Last year, I celebrated Thanksgiving twice. I’m hard-pressed to recall the specifics of our big family celebration; we’ve had so many, and they do run together. Last year my dad’s youngest sister and her family hosted one major holiday, and we were late because the pumpkin pie wouldn’t set. My family hosted the other, and we stayed up late talking to the visiting members of the Burke Zoo Northern Branch. I was also serenaded, repeatedly, by my father and uncle with the Evans Sweetheart song, a bit of god-awful sentimentality straight out of the 1950s. But as I had recently started dating an Evans Scholar, an order of which my father and both of his brothers are members, I suppose it was sort of inevitable. My point, I suppose, is that while I do remember scraps of both those holidays, I couldn’t tell you which was Thanksgiving and which was Christmas.
But that was my second Thanksgiving celebration, and I remember the first much better. My roommate and I “pre-gamed” the holiday – not by getting drunk before going out drinking, as the term usually implies, but by celebrating with our friends at school before going home to celebrate with our families. We invited a bunch of our friends over (I think there were around ten of us all told), spent the entire day in the kitchen, and used every casserole dish that kitchen had.

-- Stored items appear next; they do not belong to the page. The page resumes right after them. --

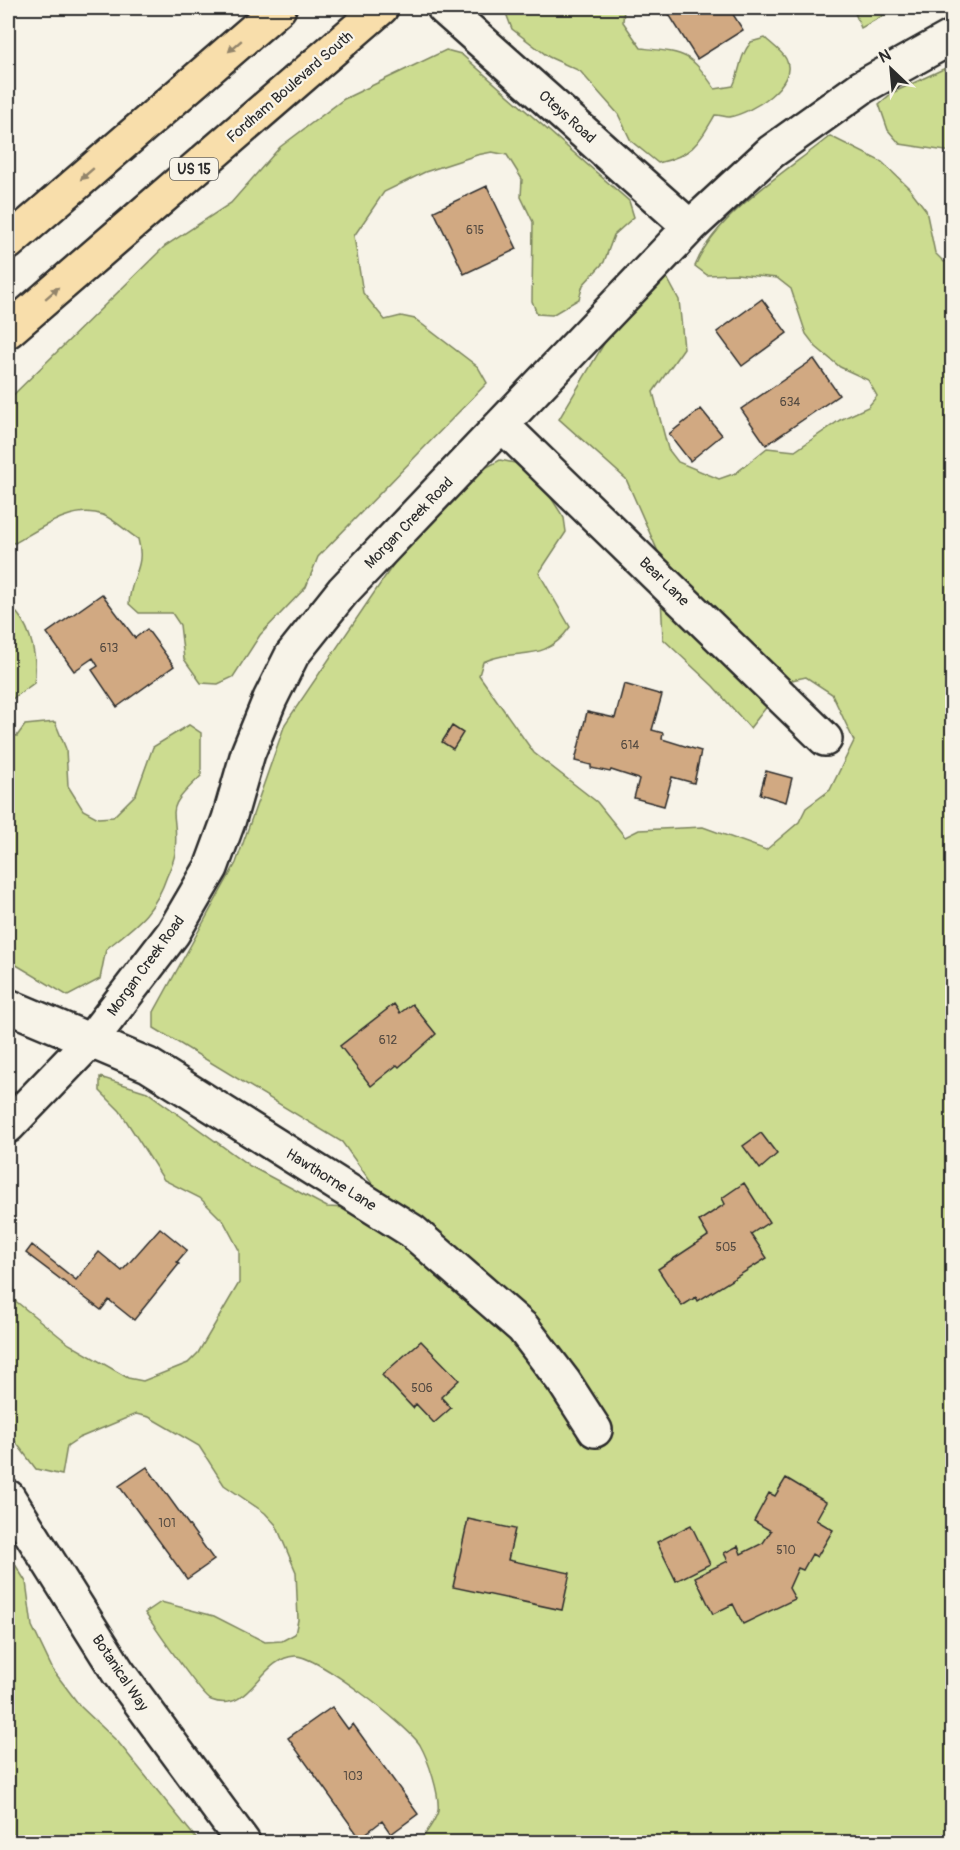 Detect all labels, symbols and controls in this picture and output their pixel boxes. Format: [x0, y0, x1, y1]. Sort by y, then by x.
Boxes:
street label: Fordham Boulevard South [223, 27, 357, 147]
one-way arrow [228, 39, 243, 52]
north arrow [861, 39, 921, 99]
text: N [876, 45, 894, 68]
street label: Oteys Road [534, 86, 600, 148]
road number: US 15 [170, 158, 218, 180]
one-way arrow [79, 167, 95, 180]
house number: 615 [466, 223, 484, 238]
one-way arrow [44, 287, 59, 300]
house number: 634 [780, 395, 800, 410]
street label: Morgan Creek Road [361, 473, 457, 573]
street label: Bear Lane [635, 554, 693, 611]
house number: 613 [100, 641, 118, 656]
house number: 614 [621, 738, 639, 753]
street label: Morgan Creek Road [103, 912, 189, 1020]
house number: 612 [379, 1033, 397, 1048]
street label: Hawthorne Lane [282, 1145, 380, 1216]
house number: 505 [715, 1240, 737, 1255]
house number: 506 [411, 1381, 433, 1396]
house number: 101 [158, 1516, 176, 1531]
house number: 510 [776, 1543, 796, 1558]
street label: Botanical Way [88, 1631, 153, 1715]
house number: 103 [343, 1769, 363, 1784]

It was completely worth it. This was my second family we were celebrating with, my home away from home. It wouldn’t have felt right not to celebrate with them in some way. I don’t think we said grace, as is traditional at Thanksgiving dinner, but we certainly felt blessed. To show how blessed, we each took a leaf (I had gathered and pressed a large number of colorful leaves earlier that autumn) and wrote the things we were thankful for upon it. Quite a few of them referred to the family we had created there.
This Thanksgiving, inevitably, has been rather different. Once more, I’ll be celebrating it twice. Round one was last Sunday, when the nine American residents of Erdenet gathered at a Peace Corps Volunteer’s apartment. We had to make do with chicken instead of turkey, but the food was still delicious, and I ate far too much of it.

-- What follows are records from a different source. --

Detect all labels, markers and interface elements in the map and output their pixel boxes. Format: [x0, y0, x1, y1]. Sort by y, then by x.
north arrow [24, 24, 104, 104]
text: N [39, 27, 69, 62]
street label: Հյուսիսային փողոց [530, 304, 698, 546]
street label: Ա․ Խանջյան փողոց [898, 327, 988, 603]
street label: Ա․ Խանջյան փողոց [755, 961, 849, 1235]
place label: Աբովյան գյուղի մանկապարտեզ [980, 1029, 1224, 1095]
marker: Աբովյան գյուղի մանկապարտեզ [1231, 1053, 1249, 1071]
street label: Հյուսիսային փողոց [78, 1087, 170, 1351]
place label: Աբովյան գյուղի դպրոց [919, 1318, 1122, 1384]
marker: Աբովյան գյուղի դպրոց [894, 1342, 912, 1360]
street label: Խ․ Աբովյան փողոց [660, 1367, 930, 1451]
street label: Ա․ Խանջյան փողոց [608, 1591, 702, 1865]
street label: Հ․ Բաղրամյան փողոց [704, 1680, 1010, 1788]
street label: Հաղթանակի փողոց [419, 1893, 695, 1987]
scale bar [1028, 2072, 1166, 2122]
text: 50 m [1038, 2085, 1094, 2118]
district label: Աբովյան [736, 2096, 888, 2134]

Still, it wasn’t the same. I managed cranberry sauce of a sort, but it lacked the bite of the real thing. More importantly, the atmosphere was different – companionable, but nowhere near as close-knit. I made friends at Miami whom I counted as sisters; I have yet to find sisters here. And though we had all the trimmings of the traditional dinner, some of the spirit of the holiday was missing. There was no acknowledgement of the things we were thankful for, and I missed that.
In my classes today, I tried to make up for that. I thought about playing “Over the River and Through the Woods” for them, or trying to teach them some Thanksgiving-related vocabulary, but neither would be particularly meaningful to them. So I replicated last Thanksgiving’s leaves: I broke out the construction paper, gave each student a piece, and asked them to write the things they were thankful for upon it. It took some translation to get the message across, but they did it. Some of their responses:
- I am thankful for family.
- I am thankful for education.
- I am thankful for mother, father, brother.

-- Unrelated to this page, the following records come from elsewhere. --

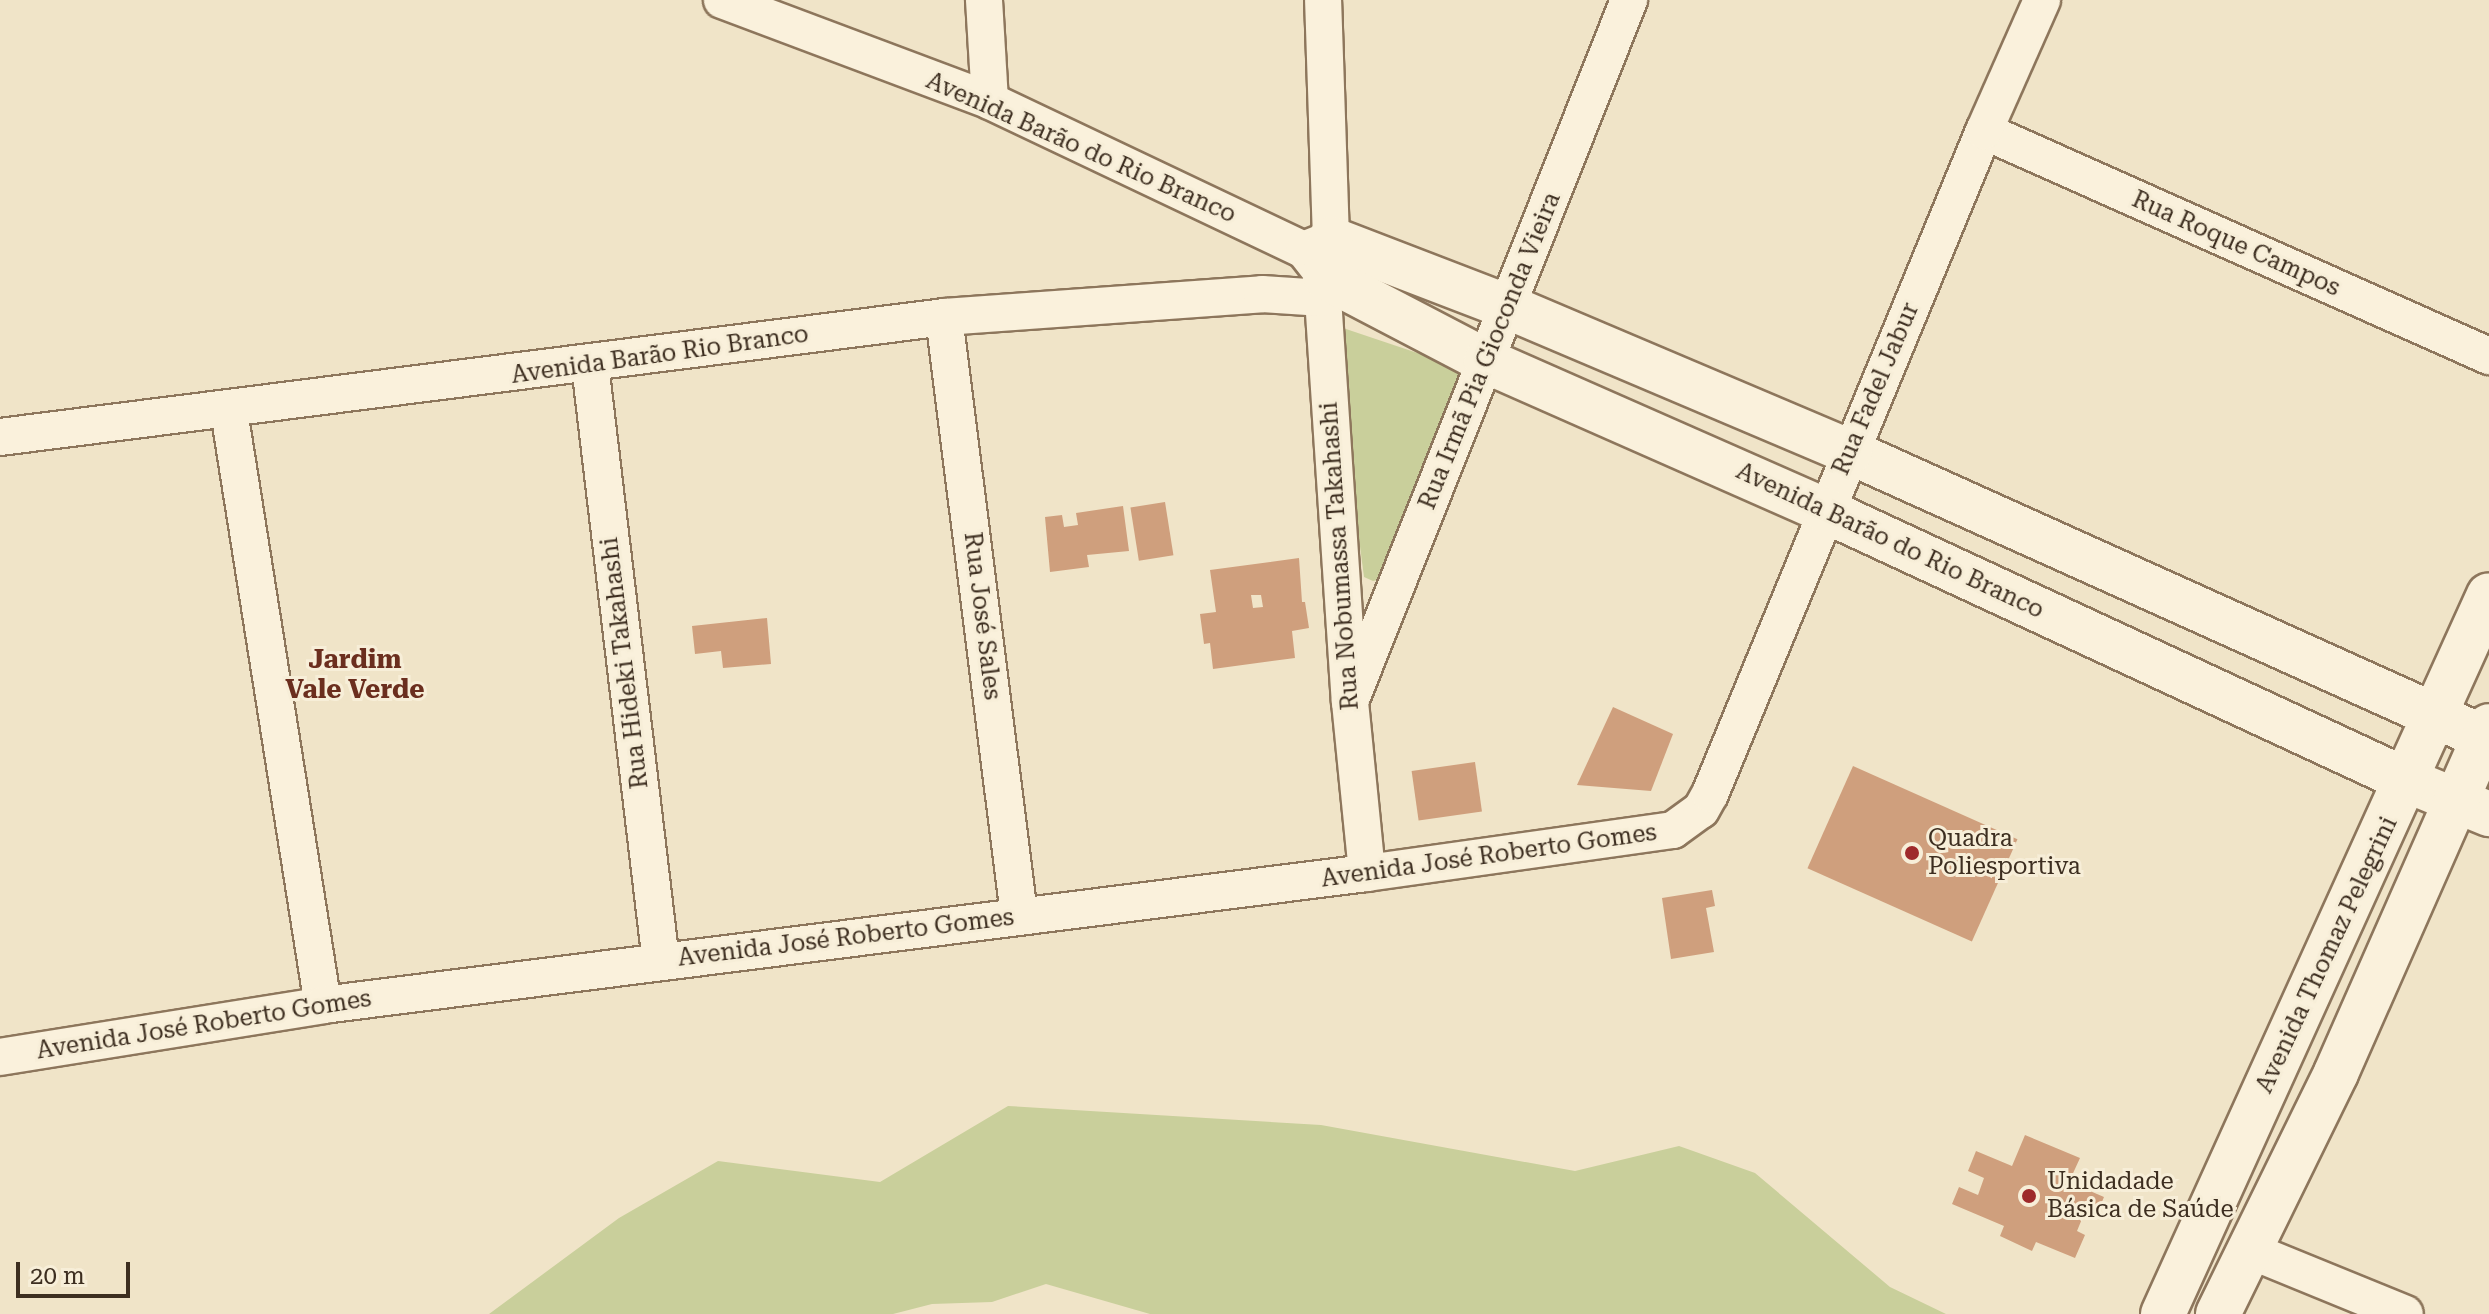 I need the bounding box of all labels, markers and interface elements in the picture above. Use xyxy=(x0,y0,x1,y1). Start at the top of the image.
street label: Avenida Barão do Rio Branco xyxy=(922,67,1240,229)
street label: Rua Roque Campos xyxy=(2127,185,2345,303)
street label: Rua Irmã Pia Gioconda Vieira xyxy=(1413,188,1567,514)
street label: Rua Fadel Jabur xyxy=(1827,299,1925,479)
street label: Avenida Barão Rio Branco xyxy=(510,320,810,390)
street label: Rua Nobumassa Takahashi xyxy=(1315,401,1365,711)
street label: Avenida Barão do Rio Branco xyxy=(1732,457,2048,625)
street label: Rua José Sales xyxy=(957,530,1007,702)
street label: Rua Hideki Takahashi xyxy=(595,536,655,790)
district label: Jardim Vale Verde xyxy=(285,644,425,706)
street label: Avenida Thomaz Pelegrini xyxy=(2250,812,2404,1098)
street label: Avenida José Roberto Gomes xyxy=(1319,818,1659,894)
place label: Quadra Poliesportiva xyxy=(1928,825,2081,881)
marker: Quadra Poliesportiva xyxy=(1903,844,1921,862)
street label: Avenida José Roberto Gomes xyxy=(676,903,1016,973)
street label: Avenida José Roberto Gomes xyxy=(35,984,373,1066)
place label: Unidadade Básica de Saúde xyxy=(2047,1168,2234,1224)
marker: Unidadade Básica de Saúde xyxy=(2018,1185,2040,1207)
scale bar xyxy=(20,1246,134,1296)
text: 20 m xyxy=(30,1262,85,1290)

- I am thankful for Mongolia.
- I am thankful for horse.
- I am thankful for sportsman.
- I am thankful for winter.
- I am thankful for Chinggis Khan.
Rather a mixed bag, but they clearly understood the point of the exercise. And they didn’t copy the list of examples I’d provided straight off the board, either; I saw them checking through their notes for vocabulary words and asking the other teacher what words were. That’s a lot more engagement and comprehension than they usually show!
As for me, I’m thankful for a lot of things. For my family, even if I can’t go home to celebrate this glorious holiday with them. For the snow and trees and mountains that beautify the earth and the sunny days that make winter bearable. For cats and the way they always make me smile. For living in an apartment where I don’t have to worry about going to the bathroom outdoors in sub-zero weather and can (almost always) take hot showers when I want them.
But the one that hits most urgently this year is that I’m thankful for my friends – for the old friends who’ve kept up with me and supported me through a rough October, and for the new friends I’ve made here. I would probably learn Mongolian faster if I had no one to talk to in English, but I would be awfully lonely in the process. I am incredibly grateful for the Americans here; seeing them at least three times a week, even if two of them are to run English activities for the community, is part of what keeps me sane. I am grateful for the Russian and Mongolian friends who have opened their homes and their hearts to me, and I am deeply indebted to them for helping me with things like navigating the postal service and giving me a place to stay during this weekend’s trip to UB. I would be completely lost here on my own.
Whether you celebrate it or not, Happy Thanksgiving to you and yours.